TASK GOAL:
Return all lines of the listing below that carry the word "gazetteer".

INFORMATION PROVIDED:
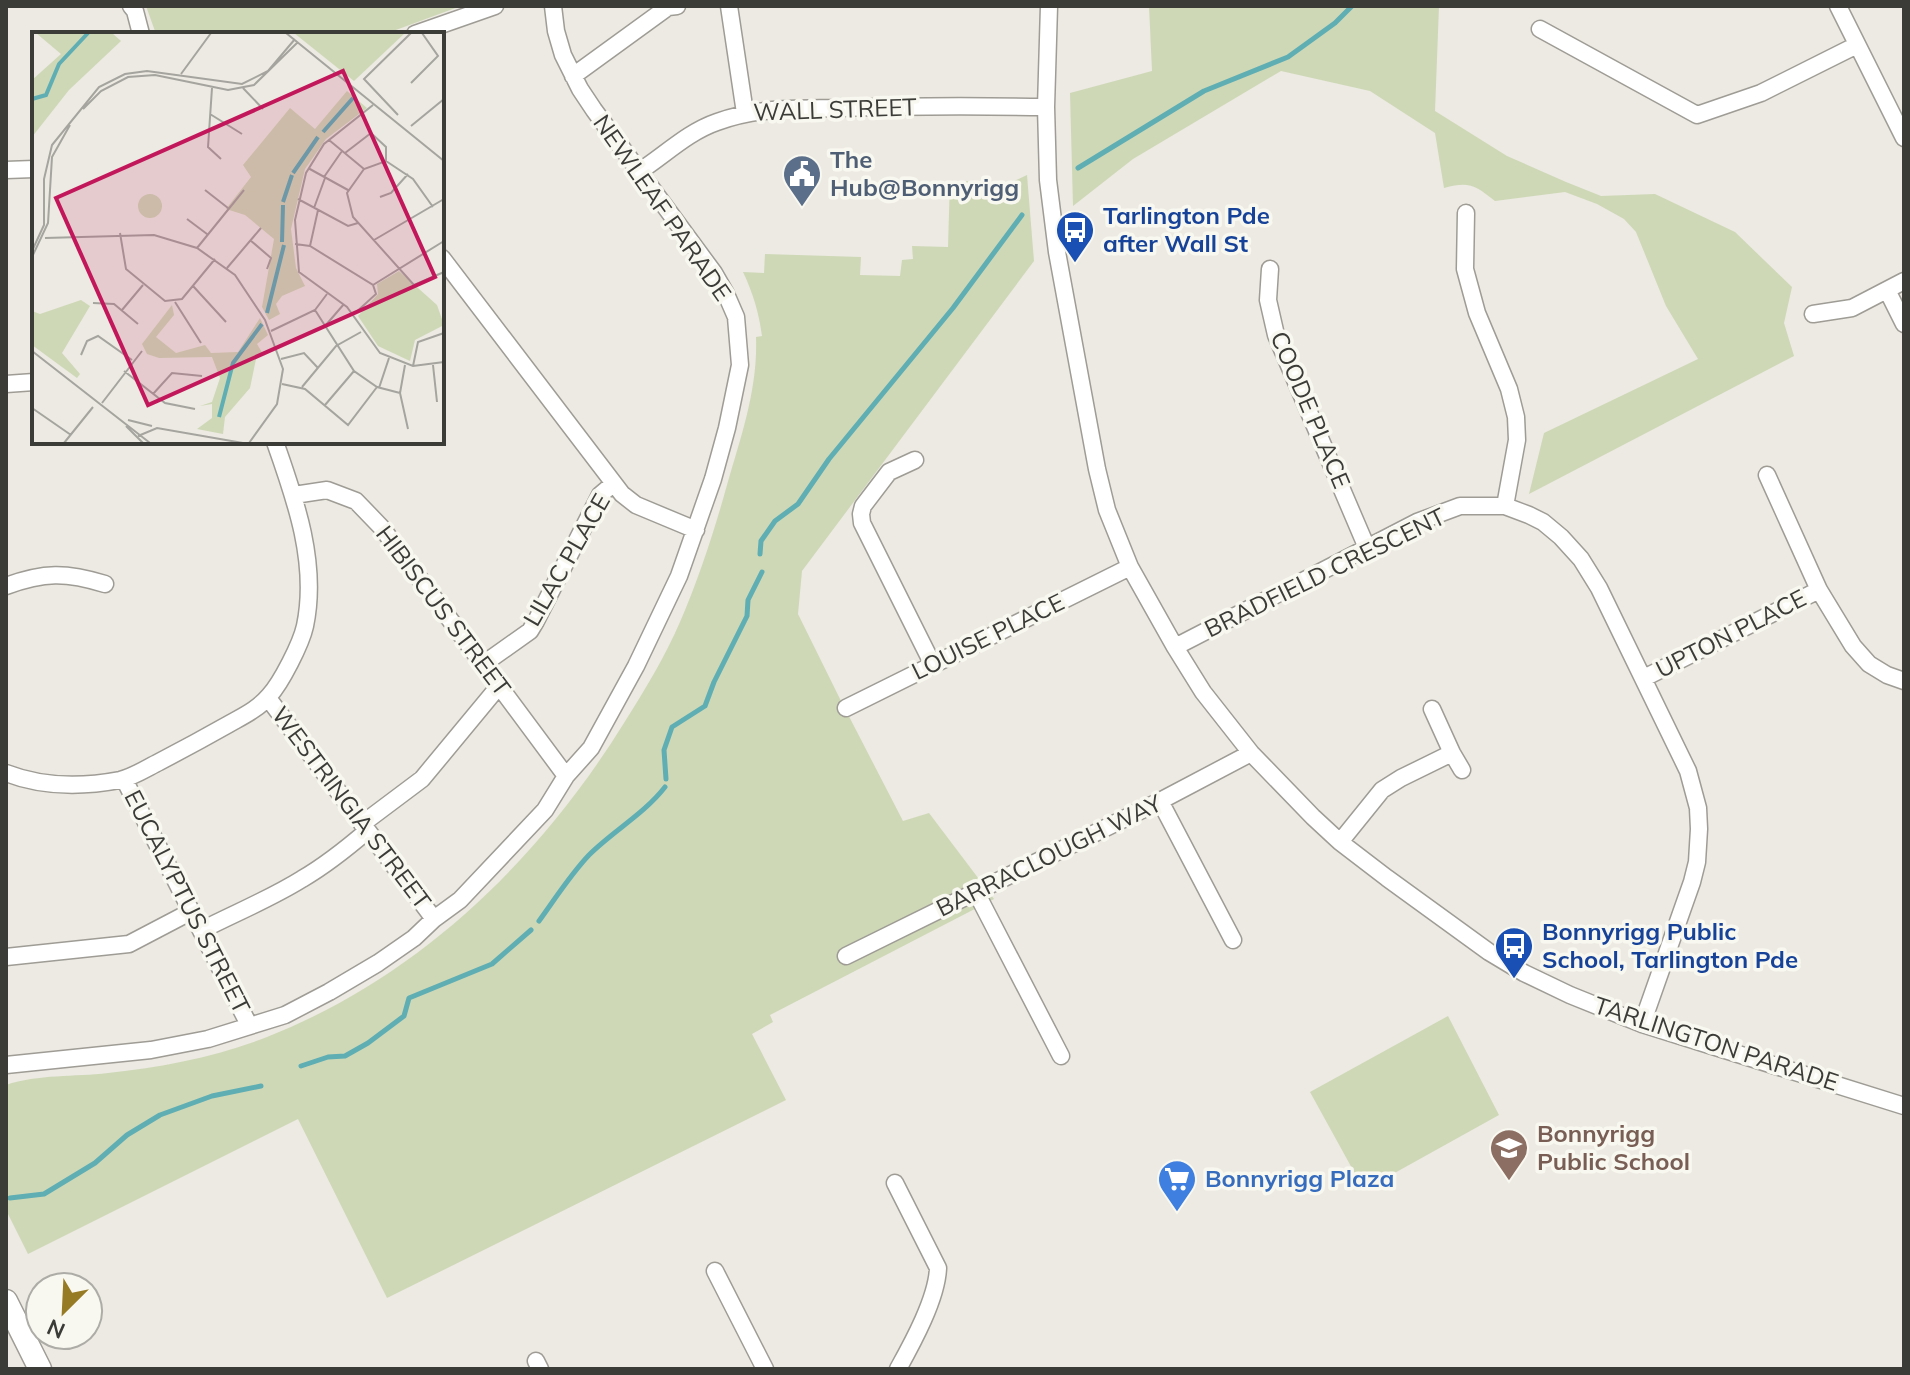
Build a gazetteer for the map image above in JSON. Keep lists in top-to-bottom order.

* * *

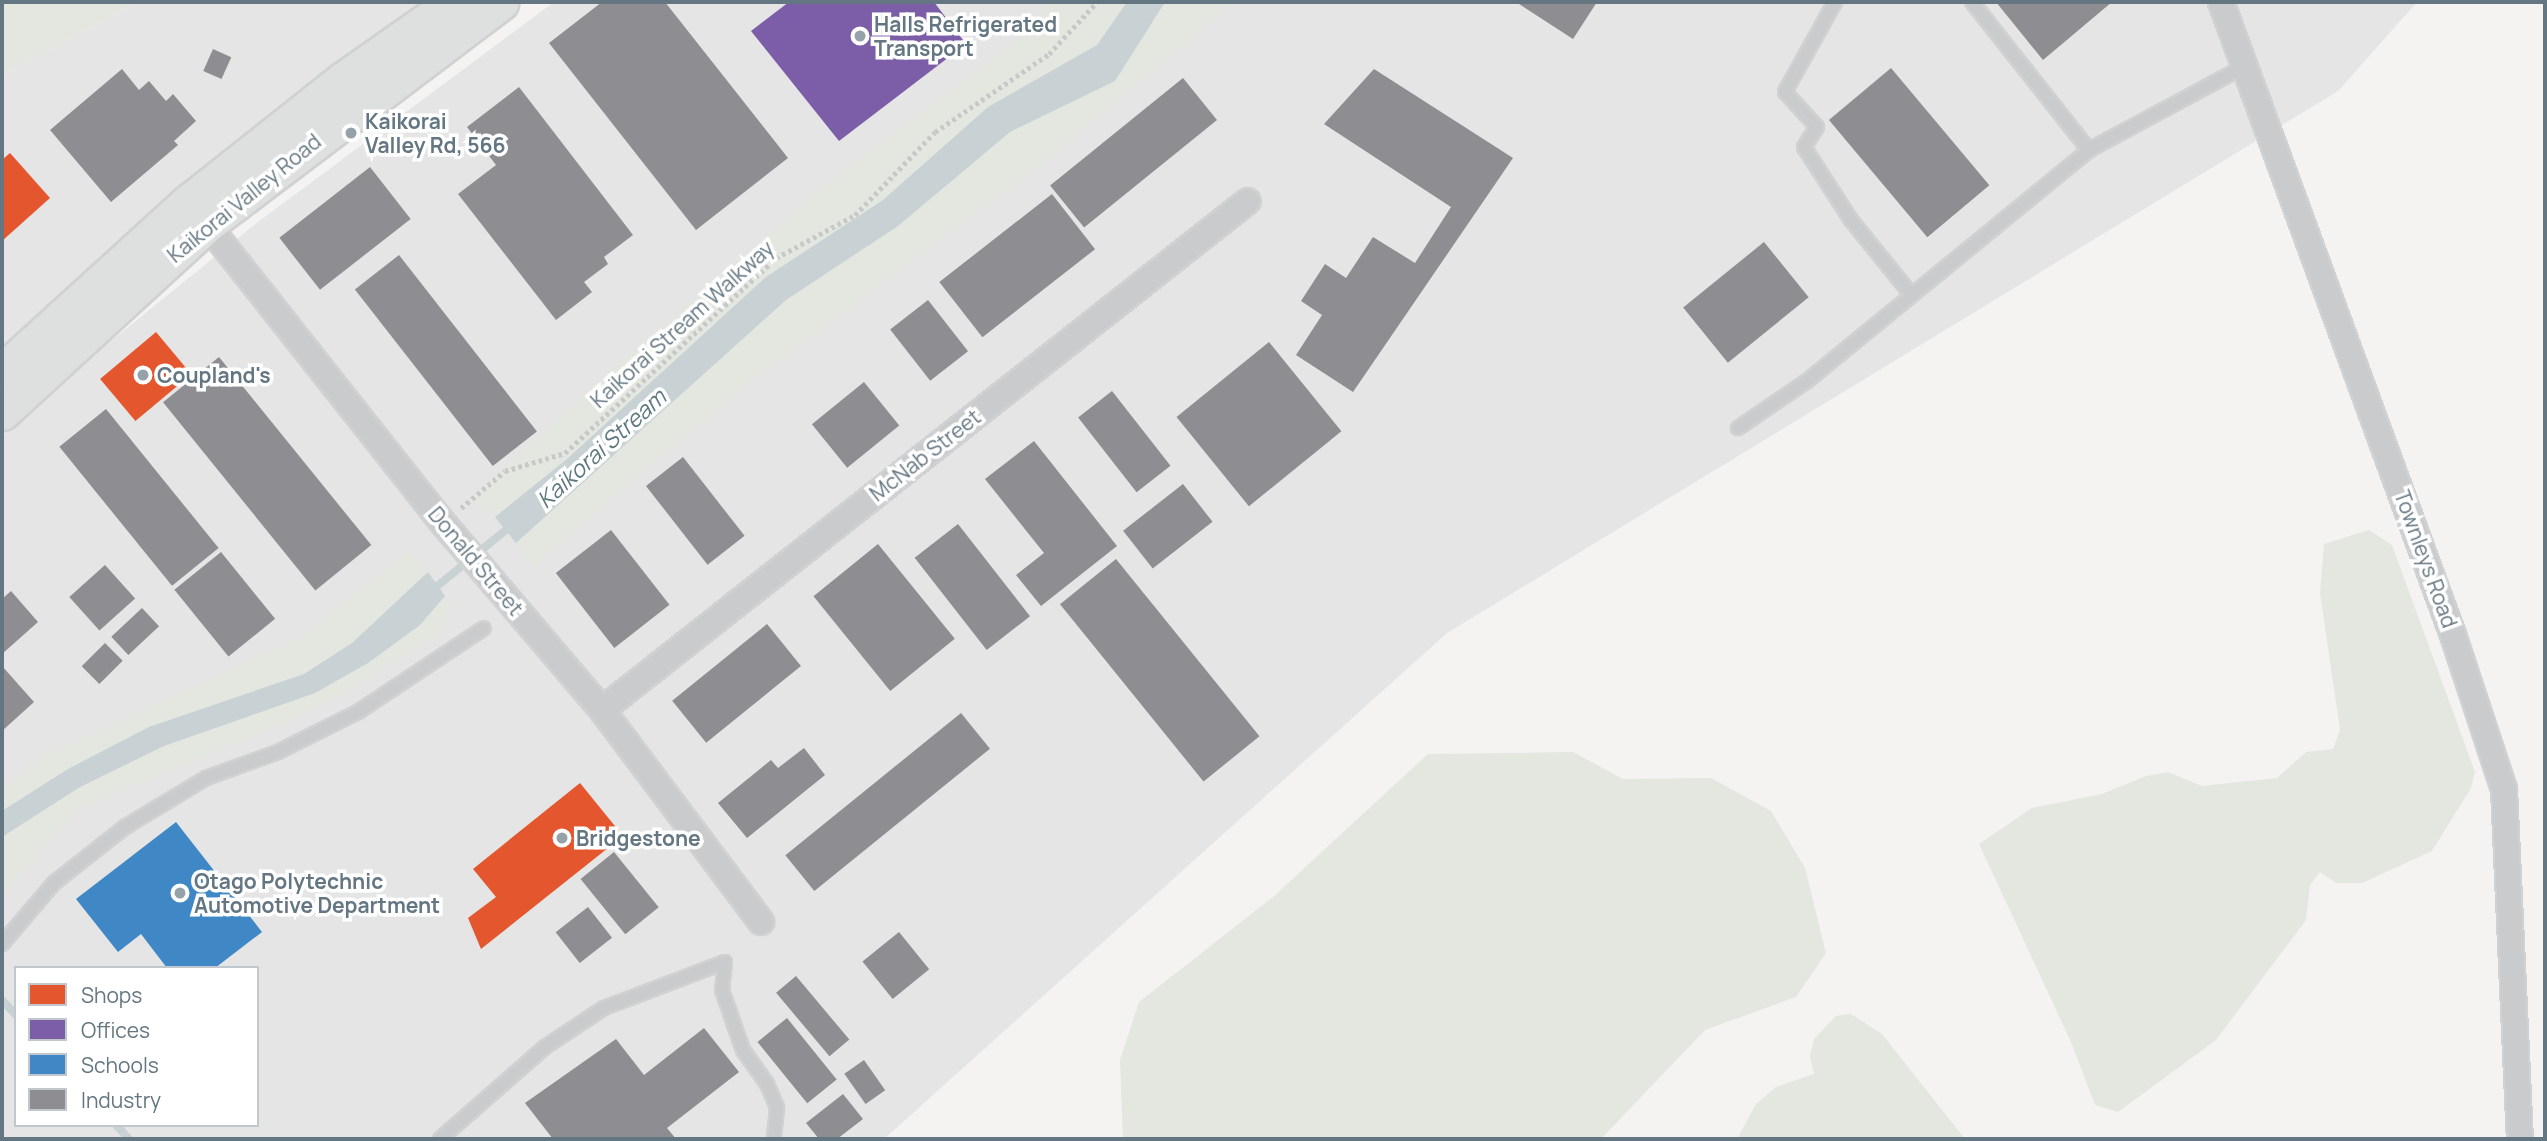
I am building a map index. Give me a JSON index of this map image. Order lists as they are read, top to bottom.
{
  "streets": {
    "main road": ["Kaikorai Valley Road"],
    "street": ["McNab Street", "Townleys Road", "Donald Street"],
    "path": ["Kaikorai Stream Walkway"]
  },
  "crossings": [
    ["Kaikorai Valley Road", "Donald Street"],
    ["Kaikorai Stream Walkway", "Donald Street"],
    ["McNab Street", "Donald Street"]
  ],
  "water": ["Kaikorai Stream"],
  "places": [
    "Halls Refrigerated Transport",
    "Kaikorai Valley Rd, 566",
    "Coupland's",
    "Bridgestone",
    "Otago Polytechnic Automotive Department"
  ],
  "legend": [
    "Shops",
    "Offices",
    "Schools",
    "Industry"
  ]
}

...

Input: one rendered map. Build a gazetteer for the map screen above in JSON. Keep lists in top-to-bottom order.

TASK SOLUTION:
Build a gazetteer for the map image above in JSON. Keep lists in top-to-bottom order.
Input: one rendered map. Build a gazetteer for the map screen above in JSON. Keep lists in top-to-bottom order.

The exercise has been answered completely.